6.1. Decisions and Profits

In Section 4, Propositions 1 and 2 gave the optimal wholesale price and order quantity in the dynamic contract under demand forecasting and sharing. The flexible wholesale price of the innovative green product based on demand variation provides sufficient incentives for the retailer to adopt an optimal order strategy. Interestingly, the retailer’s order quantity increases with the wholesale price. The main reason is that the market variation affects the order strategy more than the wholesale price and a good market status increases the retailer’s order. Also, Proposition 3 shows that the manufacturer obtains a greater profit margin than the retailer when the market status improves. When the market status worsens, the retailer decreases the order quantity and retail price, while the manufacturer decreases the wholesale price. Thus, the profit margin decrease of the retailer is less than that of the manufacturer. With a lower order quantity, the retailer suffers a lower loss than the manufacturer.
Therefore, a dynamic contract can incentivize a retailer to sell innovative green products to consumers. The better the market status, the more orders the retailer will make. Thus, the manufacturer can gain more and ensure sustainable profits.
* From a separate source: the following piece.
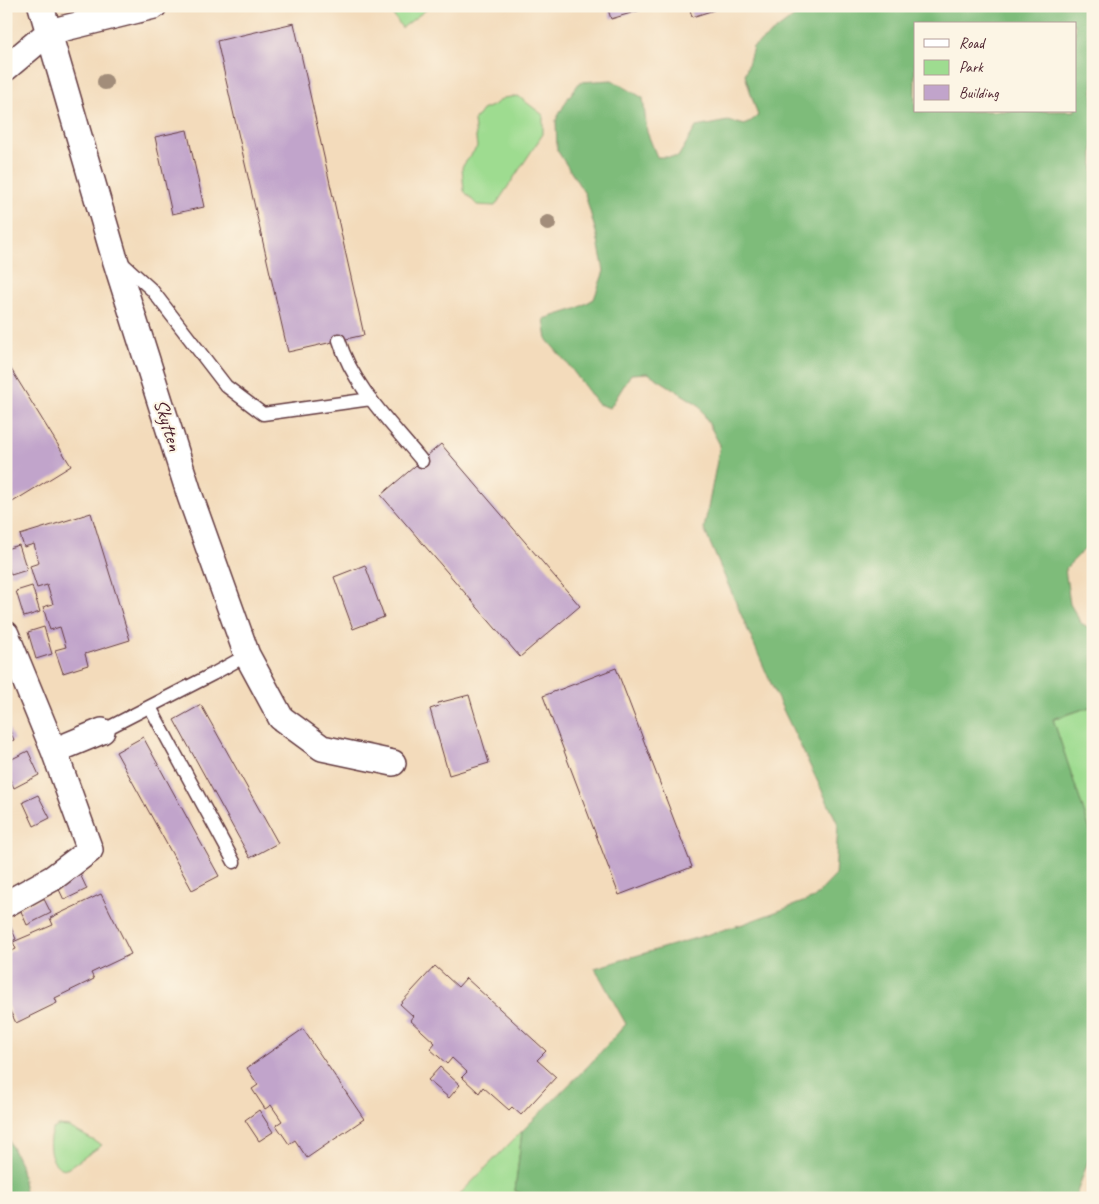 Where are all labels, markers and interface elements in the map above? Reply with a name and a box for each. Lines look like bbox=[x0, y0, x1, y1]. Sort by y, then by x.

6.2. Value of Demand Forecasting

Since the retailer is closer to the market, information sharing incurs a cost that will be paid by the manufacturer. Thus, the value of demand forecasting and sharing may be affected by the cost of information sharing. Surprisingly, when the cost of information sharing is no more than an upper bound, the value of demand forecasting and sharing is always beneficial to the manufacturer no matter if the market demand status is good or bad. In practice, a manufacturer who launches an innovative green product can generally afford the cost of information sharing. However, the value of demand forecasting for the retailer is only affected by the market status. When the market demand is better than expected, the retailer benefits from the demand forecast; conversely, the retailer suffers a loss.

6.3. Forecast Accuracy and Capability

Higher (lower) information accuracy implies the higher (lower) capability of the demand forecast (e.g., [25]). Previous literature on the green supply chain has seldom investigated the forecasting ability’s impact on the decision-making and profits of the parties and supply chain. Our results show that a more accurate demand forecast can help with making better decisions. Combining the market status impact and information accuracy, decision makers can understand how their profits vary in two dimensions. Our numerical analysis shows that a higher information accuracy may not increase profits for either the manufacturer or the retailer, even if the market status is better than expected.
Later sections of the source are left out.